→ **WHAT NEEDS TO BE DONE**: Pictures do not belong in the output. Reproduce exactly the lines from the start of the records through the line with "height:4.5px; margin-top:-2.25px; transform-origin:0;".

*** Block opens ***

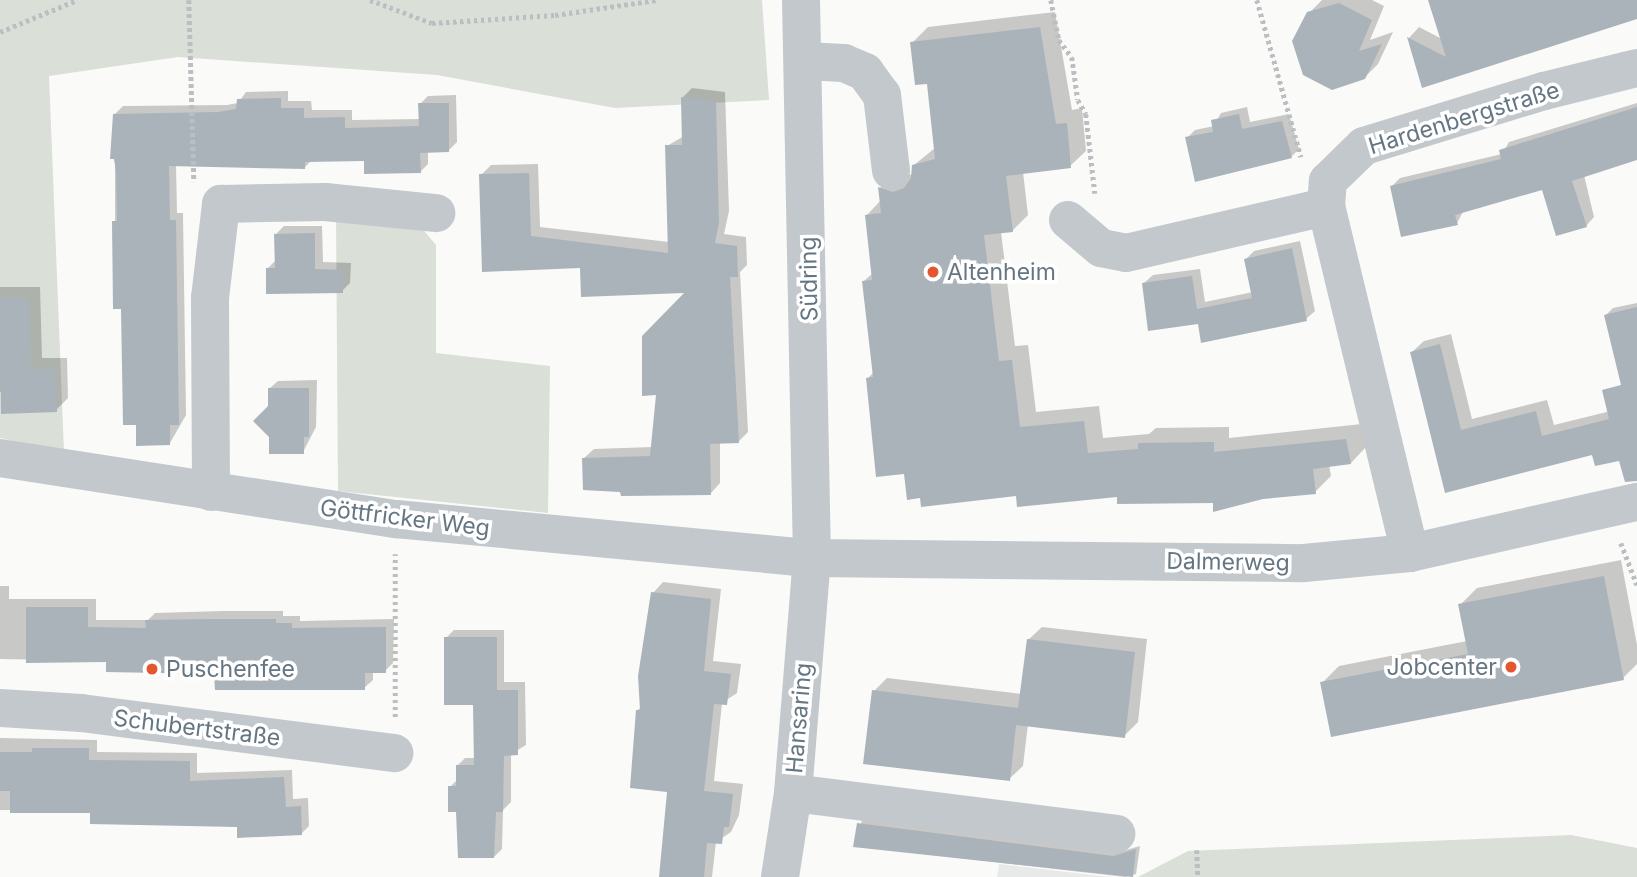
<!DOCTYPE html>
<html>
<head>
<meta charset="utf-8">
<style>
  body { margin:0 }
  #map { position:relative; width:1637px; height:877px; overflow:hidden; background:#fafaf8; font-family:Inter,sans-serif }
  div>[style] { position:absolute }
  .built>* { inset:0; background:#e8e9e9 }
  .green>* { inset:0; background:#dadfd7 }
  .shadow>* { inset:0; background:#0003 }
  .building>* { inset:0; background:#aab3b9 }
  .path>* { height:4.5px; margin-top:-2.25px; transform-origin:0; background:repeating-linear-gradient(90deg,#bbbfc2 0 3.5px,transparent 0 7px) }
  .minor>* { height:38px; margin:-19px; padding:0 19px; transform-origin:19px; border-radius:19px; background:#c3c8cc }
  .dots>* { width:19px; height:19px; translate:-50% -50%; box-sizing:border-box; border:4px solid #fff; border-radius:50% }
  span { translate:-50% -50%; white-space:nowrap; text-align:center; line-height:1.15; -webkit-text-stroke:7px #fff; paint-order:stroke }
  .street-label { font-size:23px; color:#657683 }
  .poi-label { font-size:23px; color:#657683 }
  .left { translate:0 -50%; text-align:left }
  .right { translate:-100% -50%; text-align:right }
</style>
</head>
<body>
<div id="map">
  <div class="built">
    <i style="clip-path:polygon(999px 864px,1110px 877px,997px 877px)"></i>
  </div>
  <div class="green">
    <i style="clip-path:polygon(0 0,762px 0,769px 100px,615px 108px,437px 75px,178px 57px,49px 76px,64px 452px,0 438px)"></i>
    <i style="clip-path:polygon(336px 215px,420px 226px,436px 245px,436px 353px,550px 366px,548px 513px,338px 491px)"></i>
    <i style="clip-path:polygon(1571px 835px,1637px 848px,1637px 877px,1138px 877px,1188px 851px)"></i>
  </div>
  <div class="shadow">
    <i style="clip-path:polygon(1322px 0,1372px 0,1384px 6px,1370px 40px,1393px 32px,1378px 64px,1364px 78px,1309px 13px)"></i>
    <i style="clip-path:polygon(1430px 0,1637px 0,1637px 17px,1423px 85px,1409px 38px,1419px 27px,1442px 39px)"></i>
    <i style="clip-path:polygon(1055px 12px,1072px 110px,1082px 108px,1086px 151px,1070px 166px,1023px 172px,1028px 215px,1012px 231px,1001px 232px,1015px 346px,1028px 345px,1036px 412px,1099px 406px,1103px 438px,1149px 434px,1156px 428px,1229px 427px,1229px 438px,1362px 424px,1366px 447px,1351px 463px,1329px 465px,1331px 476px,1315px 492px,1215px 501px,1118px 495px,922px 496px,905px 472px,868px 378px,874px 372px,864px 281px,873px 273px,867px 215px,881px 200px,880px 188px,896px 172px,913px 175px,914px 165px,935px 148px,928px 82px,912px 43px,928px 27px)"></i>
    <i style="clip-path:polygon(692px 88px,725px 92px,729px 211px,724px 234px,746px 237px,747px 265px,740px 272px,748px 432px,738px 442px,720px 442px,720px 483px,711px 493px,584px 458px,594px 449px,653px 447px,688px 291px,582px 266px,484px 270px,481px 175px,491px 165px,538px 164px,540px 227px,669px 242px,667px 146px,684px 136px,682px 98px)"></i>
    <i style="clip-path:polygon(288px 91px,288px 101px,311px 101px,312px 110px,352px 110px,352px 120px,421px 119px,420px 104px,428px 96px,456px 95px,457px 142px,449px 150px,428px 151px,428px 164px,420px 172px,366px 159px,312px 160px,305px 167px,176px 164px,177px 213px,183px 213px,186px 415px,170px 443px,123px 307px,115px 307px,115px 114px,123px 106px,227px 105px,238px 103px,246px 92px)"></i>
    <i style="clip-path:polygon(1637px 103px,1637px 158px,1584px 175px,1594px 217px,1586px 226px,1543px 188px,1464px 210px,1457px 223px,1392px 186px,1400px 178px,1502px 154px,1509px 142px)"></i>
    <i style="clip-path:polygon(1247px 107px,1250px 122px,1289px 114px,1299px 149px,1291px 157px,1187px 138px,1195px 130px,1214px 126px,1221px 113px)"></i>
    <i style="clip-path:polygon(284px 226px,322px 226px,323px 262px,351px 263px,350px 283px,342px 291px,267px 269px,276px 260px,276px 234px)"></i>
    <i style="clip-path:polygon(1300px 241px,1315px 311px,1306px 319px,1200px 322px,1144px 283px,1153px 275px,1200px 269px,1205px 302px,1253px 292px,1246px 259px,1254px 251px)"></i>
    <i style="clip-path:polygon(0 287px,40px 287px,42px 358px,67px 358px,68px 398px,56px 410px,0 392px)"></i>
    <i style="clip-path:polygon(1637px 303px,1637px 383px,1606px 315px,1613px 308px)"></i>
    <i style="clip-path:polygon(1451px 334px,1472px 419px,1547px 400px,1554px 425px,1635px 405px,1637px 451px,1594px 453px,1447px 491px,1412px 352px,1424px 341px)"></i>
    <i style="clip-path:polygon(317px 380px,316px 427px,303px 452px,270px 407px,269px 389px,278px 381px)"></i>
    <i style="clip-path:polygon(1621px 560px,1637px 645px,1637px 664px,1623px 678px,1322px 683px,1339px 666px,1467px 641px,1460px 605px,1477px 588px)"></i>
    <i style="clip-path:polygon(663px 582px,721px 589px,713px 661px,741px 664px,737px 693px,722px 703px,714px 781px,743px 784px,739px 815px,731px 832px,716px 842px,712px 877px,660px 877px,669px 791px,638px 710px,642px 706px,653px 593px)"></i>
    <i style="clip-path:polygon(0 586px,9px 586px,9px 599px,96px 599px,96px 620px,148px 620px,155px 613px,223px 611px,283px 611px,283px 616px,300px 616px,300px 621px,394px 619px,393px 663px,385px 671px,373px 671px,373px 680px,364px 688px,108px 661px,0 659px)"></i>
    <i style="clip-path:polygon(1042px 627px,1147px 639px,1138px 722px,1124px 736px,1028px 724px,1023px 766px,1009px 779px,874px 691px,887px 678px,1022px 694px,1028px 640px)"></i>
    <i style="clip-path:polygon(454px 630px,504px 630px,504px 682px,525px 682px,526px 745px,511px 754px,511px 802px,503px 810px,502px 849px,494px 857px,457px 810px,450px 787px,458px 779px,457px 766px,465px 758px,476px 758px,474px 703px,446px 638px)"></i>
    <i style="clip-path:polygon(0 738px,97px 740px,97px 752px,197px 753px,197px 773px,292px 770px,293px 799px,308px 798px,309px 826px,301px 834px,91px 811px,0 810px)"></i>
    <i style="clip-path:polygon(862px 820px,1119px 852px,1140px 846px,1136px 874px,1125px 877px,855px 846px)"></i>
  </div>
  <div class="building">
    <i style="clip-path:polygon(1428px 0,1637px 0,1637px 19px,1422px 88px,1407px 37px,1446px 57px)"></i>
    <i style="clip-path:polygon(1339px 3px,1372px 20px,1359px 51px,1382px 44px,1365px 79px,1332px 90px,1303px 75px,1292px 41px,1307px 12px)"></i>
    <i style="clip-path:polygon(1040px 27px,1056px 124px,1067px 123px,1071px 168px,1006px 176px,1013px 232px,984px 235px,999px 361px,1012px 360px,1020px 427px,1084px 421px,1088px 453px,1138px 449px,1138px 443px,1214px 442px,1214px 452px,1346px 439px,1351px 464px,1313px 469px,1316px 494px,1263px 499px,1213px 512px,1213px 503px,1117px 504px,1117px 497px,1017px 507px,1016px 496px,921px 507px,920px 498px,907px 500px,904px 474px,876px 477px,866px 378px,873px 377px,862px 281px,872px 280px,865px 215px,881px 213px,878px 187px,893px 192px,904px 188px,911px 178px,912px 165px,935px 159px,927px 84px,915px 85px,910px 42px)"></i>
    <i style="clip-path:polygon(681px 97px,716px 101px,719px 222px,715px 243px,737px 246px,738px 277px,730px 277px,739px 443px,710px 444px,711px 495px,621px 496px,620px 492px,583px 490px,582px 458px,650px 456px,656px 395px,642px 396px,642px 336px,684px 293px,581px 297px,580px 268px,482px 272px,479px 174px,529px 173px,531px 236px,668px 253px,665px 145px,682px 145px)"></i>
    <i style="clip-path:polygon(281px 98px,281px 108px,304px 108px,304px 118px,345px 117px,345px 128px,419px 126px,418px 103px,449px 103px,449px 152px,420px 153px,421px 173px,364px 174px,364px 161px,305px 162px,305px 169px,169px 166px,170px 220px,176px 220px,179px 425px,170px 425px,170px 445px,136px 446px,136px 425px,123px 425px,121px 309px,113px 309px,112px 221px,117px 221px,116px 171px,114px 159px,110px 159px,113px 114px,218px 112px,236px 109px,237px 99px)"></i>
    <i style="clip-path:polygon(1637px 107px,1637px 160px,1572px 181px,1587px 227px,1556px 236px,1542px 190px,1455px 215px,1458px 225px,1401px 237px,1390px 186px,1501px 159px,1499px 150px)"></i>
    <i style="clip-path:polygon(1239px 114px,1242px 129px,1282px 121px,1292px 158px,1195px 182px,1185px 137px,1213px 132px,1211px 120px)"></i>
    <i style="clip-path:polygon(315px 233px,315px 269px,343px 270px,343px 293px,266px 294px,266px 268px,275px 268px,274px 234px)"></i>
    <i style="clip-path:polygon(1292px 248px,1307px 321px,1201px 343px,1198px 324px,1148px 331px,1142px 283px,1192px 276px,1197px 309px,1252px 298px,1244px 259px)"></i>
    <i style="clip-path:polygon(0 298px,29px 298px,31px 369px,55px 369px,57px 412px,1px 414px)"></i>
    <i style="clip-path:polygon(1637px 307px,1637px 481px,1625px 482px,1619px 461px,1595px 466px,1592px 455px,1445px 493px,1410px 352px,1440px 344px,1461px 430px,1536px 411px,1542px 436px,1609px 419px,1602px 390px,1621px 385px,1604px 315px)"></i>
    <i style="clip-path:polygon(268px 388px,309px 388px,309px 437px,304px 437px,304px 454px,269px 454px,269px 437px,253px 421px,268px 406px)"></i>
    <i style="clip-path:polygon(1604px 576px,1624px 680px,1331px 737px,1320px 682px,1468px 654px,1458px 604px)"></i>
    <i style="clip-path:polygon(651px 592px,711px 599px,704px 671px,731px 674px,727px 705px,714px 704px,704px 791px,733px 794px,729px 827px,724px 827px,722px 844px,707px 843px,704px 877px,659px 877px,667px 792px,630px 788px,636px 710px,640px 710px,638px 676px)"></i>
    <i style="clip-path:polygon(26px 607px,88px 607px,88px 627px,146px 628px,145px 620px,214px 619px,276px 619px,276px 623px,292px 623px,292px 628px,386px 627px,386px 673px,365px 673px,365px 690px,215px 690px,214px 674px,106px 672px,106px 662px,26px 663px)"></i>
    <i style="clip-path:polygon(444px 637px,497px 637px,497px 690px,518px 690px,518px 755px,504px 756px,503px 812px,496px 812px,494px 858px,458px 858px,456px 812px,448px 812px,448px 786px,456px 786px,456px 765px,474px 765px,473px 705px,444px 705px)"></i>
    <i style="clip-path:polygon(1027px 639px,1135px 652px,1125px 738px,1016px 725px,1010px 781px,863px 764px,872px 690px,1018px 708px)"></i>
    <i style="clip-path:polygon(32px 748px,89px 748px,89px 760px,190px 761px,190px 781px,284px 777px,286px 807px,301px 806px,302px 835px,237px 838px,237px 827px,90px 824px,90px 813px,10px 813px,10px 791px,0 791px,0 752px,32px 752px)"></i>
    <i style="clip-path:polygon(857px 823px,1113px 856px,1136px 849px,1133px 877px,853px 847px)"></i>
  </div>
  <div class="path">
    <i style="left:189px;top:0;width:182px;rotate:88.4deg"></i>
    <i style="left:370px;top:0;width:66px;rotate:20.4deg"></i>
    <i style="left:432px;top:23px;width:123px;rotate:-3.7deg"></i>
    <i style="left:555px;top:15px;width:102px;rotate:-8.4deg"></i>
    <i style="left:1051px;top:0;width:41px;rotate:78.7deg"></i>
    <i style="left:1059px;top:40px;width:21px;rotate:53deg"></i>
    <i style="left:1072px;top:57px;width:43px;rotate:82.1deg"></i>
    <i style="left:1078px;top:100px;width:16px;rotate:60deg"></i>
    <i style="left:1086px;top:114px;width:80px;rotate:83.5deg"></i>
    <i style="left:1257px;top:0;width:163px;rotate:74.3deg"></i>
    <i style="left:0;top:32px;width:83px;rotate:-22.6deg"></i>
    <i style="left:1621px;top:543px;width:45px;rotate:69.1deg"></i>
    <i style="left:395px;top:717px;width:163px;rotate:-90deg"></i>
    <i style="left:1197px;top:850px;width:27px;rotate:88deg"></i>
  </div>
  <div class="minor">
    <i style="left:804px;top:61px;width:40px;rotate:2.9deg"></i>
    <i style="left:844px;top:63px;width:23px;rotate:23deg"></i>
    <i style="left:865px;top:72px;width:29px;rotate:54deg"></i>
    <i style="left:882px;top:95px;width:76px;rotate:83.2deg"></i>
    <i style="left:1068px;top:220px;width:43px;rotate:40.3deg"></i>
    <i style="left:1101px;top:248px;width:25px;rotate:11deg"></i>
    <i style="left:1126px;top:253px;width:205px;rotate:-13deg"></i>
    <i style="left:0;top:458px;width:401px;rotate:8.8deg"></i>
    <i style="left:396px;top:519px;width:418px;rotate:5.4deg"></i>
    <i style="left:812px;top:558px;width:492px;rotate:0.6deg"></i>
    <i style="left:1304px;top:563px;width:106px;rotate:-5.4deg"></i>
    <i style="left:1410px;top:553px;width:233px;rotate:-12.7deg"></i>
    <i style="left:211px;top:492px;width:194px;rotate:-90.3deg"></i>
    <i style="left:210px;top:298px;width:95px;rotate:-83.3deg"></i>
    <i style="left:221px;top:204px;width:104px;rotate:-1.1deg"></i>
    <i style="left:325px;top:202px;width:112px;rotate:5.7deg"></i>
    <i style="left:1410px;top:553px;width:356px;rotate:-103.6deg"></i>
    <i style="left:1326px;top:207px;width:26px;rotate:-86deg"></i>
    <i style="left:1328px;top:181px;width:50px;rotate:-44.2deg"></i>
    <i style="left:1364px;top:146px;width:188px;rotate:-17deg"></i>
    <i style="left:1544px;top:91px;width:96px;rotate:-13.9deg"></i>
    <i style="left:0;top:708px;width:81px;rotate:3.5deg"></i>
    <i style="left:81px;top:713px;width:316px;rotate:7.3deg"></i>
    <i style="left:793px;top:793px;width:326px;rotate:7.2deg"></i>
    <i style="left:780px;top:877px;width:85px;rotate:-81.2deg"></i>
    <i style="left:793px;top:793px;width:236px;rotate:-85.4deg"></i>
    <i style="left:812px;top:558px;width:558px;rotate:-91.13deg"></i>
  </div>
  <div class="dots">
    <i style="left:933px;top:272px;background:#e4572e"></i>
    <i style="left:1511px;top:667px;background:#e4572e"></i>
    <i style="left:152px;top:669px;background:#e4572e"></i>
  </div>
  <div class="street-label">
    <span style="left:1464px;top:118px;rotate:-17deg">Hardenbergstraße</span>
    <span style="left:809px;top:279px;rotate:-91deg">Südring</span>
    <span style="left:405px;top:518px;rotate:7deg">Göttfricker Weg</span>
    <span style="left:1228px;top:562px;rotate:1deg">Dalmerweg</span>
    <span style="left:799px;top:718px;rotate:-85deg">Hansaring</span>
    <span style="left:197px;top:728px;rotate:7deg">Schubertstraße</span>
  </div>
  <div class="poi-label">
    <span class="left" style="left:947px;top:272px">Altenheim</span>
    <span class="right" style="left:1497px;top:667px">Jobcenter</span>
    <span class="left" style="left:166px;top:669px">Puschenfee</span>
  </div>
</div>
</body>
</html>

*** Block closes ***

→ **PROBLEM SOLUTION**:
<!DOCTYPE html>
<html>
<head>
<meta charset="utf-8">
<style>
  body { margin:0 }
  #map { position:relative; width:1637px; height:877px; overflow:hidden; background:#fafaf8; font-family:Inter,sans-serif }
  div>[style] { position:absolute }
  .built>* { inset:0; background:#e8e9e9 }
  .green>* { inset:0; background:#dadfd7 }
  .shadow>* { inset:0; background:#0003 }
  .building>* { inset:0; background:#aab3b9 }
  .path>* { height:4.5px; margin-top:-2.25px; transform-origin:0; background:repeating-linear-gradient(90deg,#bbbfc2 0 3.5px,transparent 0 7px) }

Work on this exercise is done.